→ **EXERCISE REQUIREMENTS**
Which lines below contain the word "José"? Copy each of them.

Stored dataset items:
::::::::::
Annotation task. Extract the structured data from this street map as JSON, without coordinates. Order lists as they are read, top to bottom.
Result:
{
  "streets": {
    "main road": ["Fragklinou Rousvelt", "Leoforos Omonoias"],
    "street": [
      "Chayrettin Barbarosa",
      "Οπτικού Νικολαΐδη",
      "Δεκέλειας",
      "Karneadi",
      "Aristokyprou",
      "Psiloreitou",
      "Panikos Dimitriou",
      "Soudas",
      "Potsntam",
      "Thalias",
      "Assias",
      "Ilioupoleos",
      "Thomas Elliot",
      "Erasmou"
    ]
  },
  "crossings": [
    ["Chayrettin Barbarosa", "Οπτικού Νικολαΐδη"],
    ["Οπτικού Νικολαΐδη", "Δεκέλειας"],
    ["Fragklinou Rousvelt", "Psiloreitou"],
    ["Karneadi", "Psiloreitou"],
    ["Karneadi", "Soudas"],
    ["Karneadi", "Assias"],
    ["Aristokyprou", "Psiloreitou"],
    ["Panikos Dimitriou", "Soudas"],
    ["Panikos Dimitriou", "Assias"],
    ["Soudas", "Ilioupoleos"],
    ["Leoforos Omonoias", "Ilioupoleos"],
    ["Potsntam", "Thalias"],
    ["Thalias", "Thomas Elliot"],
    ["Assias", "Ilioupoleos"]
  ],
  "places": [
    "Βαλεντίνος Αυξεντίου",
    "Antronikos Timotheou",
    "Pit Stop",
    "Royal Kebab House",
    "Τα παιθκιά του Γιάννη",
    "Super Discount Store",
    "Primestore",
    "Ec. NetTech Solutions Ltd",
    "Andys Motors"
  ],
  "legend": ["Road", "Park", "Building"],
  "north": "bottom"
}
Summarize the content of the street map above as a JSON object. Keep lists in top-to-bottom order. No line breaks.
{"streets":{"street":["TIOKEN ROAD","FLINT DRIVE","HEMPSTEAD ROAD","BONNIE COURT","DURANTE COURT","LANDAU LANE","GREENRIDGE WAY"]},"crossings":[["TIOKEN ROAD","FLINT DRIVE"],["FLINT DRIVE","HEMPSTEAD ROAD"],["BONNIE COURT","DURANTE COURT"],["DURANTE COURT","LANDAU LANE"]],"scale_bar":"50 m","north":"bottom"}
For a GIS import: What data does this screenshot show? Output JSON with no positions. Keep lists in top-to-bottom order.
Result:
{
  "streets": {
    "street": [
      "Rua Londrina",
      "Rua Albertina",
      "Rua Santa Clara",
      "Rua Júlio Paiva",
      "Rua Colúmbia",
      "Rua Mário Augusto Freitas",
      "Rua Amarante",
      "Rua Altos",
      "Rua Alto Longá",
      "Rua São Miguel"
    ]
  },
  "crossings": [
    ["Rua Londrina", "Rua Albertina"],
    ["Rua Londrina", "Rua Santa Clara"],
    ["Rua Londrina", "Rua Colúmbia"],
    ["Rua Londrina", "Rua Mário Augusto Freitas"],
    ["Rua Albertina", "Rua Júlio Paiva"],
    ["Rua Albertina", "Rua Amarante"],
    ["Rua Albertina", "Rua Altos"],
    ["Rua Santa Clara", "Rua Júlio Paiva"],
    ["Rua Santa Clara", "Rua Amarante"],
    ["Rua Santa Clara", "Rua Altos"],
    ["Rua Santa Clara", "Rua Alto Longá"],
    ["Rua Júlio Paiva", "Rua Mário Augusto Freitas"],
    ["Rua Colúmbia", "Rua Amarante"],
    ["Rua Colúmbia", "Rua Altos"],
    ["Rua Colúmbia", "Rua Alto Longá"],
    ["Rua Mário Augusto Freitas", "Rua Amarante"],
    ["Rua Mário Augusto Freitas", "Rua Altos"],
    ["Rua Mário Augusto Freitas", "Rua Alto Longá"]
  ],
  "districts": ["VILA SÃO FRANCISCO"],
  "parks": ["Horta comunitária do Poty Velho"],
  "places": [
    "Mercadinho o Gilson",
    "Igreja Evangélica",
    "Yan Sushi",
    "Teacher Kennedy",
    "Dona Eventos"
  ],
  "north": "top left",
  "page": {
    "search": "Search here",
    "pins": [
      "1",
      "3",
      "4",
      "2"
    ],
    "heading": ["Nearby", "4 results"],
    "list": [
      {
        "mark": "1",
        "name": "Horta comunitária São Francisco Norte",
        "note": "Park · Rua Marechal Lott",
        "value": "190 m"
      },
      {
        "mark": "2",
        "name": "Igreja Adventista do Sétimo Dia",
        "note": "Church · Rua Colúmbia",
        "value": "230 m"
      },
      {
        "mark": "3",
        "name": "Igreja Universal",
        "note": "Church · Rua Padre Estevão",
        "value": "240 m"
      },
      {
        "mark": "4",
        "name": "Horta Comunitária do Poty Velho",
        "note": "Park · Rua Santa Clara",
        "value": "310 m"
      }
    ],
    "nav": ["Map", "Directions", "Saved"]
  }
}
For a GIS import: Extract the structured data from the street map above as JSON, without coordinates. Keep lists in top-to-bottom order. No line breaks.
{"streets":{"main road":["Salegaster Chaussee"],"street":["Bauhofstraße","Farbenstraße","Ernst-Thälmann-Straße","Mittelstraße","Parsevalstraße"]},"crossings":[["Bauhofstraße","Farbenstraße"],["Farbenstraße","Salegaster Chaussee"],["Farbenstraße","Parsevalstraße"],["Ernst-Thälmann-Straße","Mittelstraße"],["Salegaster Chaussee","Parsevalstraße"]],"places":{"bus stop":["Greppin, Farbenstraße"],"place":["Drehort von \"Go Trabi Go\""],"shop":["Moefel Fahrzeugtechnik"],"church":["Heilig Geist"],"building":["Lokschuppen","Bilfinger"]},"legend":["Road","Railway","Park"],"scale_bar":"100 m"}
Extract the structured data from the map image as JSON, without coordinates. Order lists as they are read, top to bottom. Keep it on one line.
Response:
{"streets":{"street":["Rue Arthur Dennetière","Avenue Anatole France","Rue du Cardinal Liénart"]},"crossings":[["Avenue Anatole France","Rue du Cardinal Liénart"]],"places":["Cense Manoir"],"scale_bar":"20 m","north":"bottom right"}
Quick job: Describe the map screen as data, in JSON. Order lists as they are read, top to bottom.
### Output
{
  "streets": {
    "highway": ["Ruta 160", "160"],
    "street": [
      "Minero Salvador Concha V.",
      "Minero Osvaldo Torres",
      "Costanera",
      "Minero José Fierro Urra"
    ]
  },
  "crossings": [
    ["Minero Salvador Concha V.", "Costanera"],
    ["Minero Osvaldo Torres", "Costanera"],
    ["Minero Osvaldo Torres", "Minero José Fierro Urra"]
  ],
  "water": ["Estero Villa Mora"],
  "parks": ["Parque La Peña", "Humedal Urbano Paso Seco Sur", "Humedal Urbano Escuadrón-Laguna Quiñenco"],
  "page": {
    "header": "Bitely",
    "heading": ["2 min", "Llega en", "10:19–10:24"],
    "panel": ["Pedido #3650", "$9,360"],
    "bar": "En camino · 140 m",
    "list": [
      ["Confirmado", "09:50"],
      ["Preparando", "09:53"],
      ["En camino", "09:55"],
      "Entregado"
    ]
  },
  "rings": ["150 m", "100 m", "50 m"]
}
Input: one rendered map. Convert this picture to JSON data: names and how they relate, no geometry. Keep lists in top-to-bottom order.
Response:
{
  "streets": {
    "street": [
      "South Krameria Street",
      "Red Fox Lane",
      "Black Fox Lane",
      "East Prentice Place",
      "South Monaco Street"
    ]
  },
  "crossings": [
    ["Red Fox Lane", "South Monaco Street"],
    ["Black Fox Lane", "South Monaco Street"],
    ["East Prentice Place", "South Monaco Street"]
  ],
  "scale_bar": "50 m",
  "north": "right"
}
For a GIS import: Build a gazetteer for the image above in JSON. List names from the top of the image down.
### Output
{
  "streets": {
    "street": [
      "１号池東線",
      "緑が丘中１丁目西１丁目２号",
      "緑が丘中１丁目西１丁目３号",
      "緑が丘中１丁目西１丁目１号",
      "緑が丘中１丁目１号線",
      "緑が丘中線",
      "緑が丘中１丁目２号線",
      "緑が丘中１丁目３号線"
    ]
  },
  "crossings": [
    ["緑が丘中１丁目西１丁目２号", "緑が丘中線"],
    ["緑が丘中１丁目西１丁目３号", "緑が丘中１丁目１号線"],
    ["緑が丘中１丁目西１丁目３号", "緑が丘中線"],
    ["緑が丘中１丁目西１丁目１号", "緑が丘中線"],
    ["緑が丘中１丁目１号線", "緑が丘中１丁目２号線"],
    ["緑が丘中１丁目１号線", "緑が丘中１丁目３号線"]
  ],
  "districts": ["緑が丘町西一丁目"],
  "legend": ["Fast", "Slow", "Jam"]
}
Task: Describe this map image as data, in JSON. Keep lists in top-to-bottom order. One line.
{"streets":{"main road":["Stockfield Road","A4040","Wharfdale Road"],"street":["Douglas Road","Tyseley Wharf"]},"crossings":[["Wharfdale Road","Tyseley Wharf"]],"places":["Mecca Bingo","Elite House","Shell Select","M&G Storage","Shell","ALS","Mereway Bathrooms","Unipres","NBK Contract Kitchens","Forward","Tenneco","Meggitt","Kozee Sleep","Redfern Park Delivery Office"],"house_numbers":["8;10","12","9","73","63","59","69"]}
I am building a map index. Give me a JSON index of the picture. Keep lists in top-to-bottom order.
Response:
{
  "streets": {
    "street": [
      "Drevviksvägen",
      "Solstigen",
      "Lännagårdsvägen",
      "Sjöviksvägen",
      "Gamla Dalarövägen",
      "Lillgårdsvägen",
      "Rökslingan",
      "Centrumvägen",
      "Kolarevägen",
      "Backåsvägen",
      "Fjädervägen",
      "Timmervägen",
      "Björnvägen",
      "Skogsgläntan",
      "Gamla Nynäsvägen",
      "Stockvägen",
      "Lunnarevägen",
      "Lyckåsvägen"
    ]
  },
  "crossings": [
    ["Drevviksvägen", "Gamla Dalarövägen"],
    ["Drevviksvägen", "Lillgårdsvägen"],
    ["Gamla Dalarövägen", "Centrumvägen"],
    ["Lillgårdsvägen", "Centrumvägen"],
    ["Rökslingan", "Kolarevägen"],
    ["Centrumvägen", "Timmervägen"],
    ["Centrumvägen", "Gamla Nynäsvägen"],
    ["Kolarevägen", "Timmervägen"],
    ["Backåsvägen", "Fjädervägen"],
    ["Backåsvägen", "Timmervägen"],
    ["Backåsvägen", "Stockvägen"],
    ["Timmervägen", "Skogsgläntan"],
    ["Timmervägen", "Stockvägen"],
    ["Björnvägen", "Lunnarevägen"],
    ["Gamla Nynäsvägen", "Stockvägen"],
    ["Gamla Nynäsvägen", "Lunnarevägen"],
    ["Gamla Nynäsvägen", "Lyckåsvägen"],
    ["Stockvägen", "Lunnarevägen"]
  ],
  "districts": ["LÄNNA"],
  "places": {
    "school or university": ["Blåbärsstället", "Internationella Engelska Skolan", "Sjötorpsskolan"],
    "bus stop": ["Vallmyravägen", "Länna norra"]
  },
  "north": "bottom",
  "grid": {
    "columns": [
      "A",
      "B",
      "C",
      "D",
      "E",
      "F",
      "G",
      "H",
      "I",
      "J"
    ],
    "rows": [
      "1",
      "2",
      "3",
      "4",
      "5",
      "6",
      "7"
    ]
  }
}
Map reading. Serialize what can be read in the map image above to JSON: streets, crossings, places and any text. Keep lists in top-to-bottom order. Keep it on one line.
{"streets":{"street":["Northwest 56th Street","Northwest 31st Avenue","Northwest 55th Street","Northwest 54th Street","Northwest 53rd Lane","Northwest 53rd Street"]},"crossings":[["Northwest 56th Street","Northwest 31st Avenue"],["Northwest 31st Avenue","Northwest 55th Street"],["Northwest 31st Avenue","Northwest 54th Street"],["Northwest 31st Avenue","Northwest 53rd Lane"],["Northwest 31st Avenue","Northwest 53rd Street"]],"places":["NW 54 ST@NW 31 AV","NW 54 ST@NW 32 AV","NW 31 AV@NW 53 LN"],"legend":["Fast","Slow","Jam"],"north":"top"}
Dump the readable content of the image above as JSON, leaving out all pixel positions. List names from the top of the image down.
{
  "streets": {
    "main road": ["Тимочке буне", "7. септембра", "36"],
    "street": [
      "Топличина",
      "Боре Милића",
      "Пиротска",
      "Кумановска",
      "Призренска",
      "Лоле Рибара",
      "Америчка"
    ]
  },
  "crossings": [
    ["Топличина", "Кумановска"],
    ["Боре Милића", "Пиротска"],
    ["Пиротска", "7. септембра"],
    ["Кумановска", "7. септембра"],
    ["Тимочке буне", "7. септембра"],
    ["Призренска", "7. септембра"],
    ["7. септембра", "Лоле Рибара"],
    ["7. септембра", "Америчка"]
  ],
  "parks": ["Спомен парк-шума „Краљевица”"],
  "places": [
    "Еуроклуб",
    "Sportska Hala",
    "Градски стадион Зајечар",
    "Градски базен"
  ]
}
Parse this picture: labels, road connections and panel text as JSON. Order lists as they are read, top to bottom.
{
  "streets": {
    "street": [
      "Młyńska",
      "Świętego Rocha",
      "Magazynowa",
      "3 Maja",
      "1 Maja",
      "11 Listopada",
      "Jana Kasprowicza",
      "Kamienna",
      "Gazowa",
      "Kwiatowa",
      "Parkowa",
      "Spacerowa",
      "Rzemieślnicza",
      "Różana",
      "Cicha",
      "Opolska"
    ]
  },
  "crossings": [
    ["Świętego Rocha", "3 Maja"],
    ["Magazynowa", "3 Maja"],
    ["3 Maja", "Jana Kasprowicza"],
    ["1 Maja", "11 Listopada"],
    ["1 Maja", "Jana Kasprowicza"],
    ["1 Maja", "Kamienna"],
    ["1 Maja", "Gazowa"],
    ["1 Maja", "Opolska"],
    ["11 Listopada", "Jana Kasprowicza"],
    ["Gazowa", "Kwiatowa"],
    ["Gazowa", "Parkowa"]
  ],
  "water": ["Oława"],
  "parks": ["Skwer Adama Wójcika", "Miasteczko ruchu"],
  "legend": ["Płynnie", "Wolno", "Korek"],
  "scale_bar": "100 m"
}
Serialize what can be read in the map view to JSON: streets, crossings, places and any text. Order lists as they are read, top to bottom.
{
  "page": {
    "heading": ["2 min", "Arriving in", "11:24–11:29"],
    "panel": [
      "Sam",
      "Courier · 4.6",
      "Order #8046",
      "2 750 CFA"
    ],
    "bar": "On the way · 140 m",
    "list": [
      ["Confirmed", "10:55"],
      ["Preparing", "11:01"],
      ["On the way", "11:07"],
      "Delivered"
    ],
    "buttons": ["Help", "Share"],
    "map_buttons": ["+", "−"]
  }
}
::::::::::
→ **EXPECTED ANSWER**
      "Minero José Fierro Urra"
    ["Minero Osvaldo Torres", "Minero José Fierro Urra"]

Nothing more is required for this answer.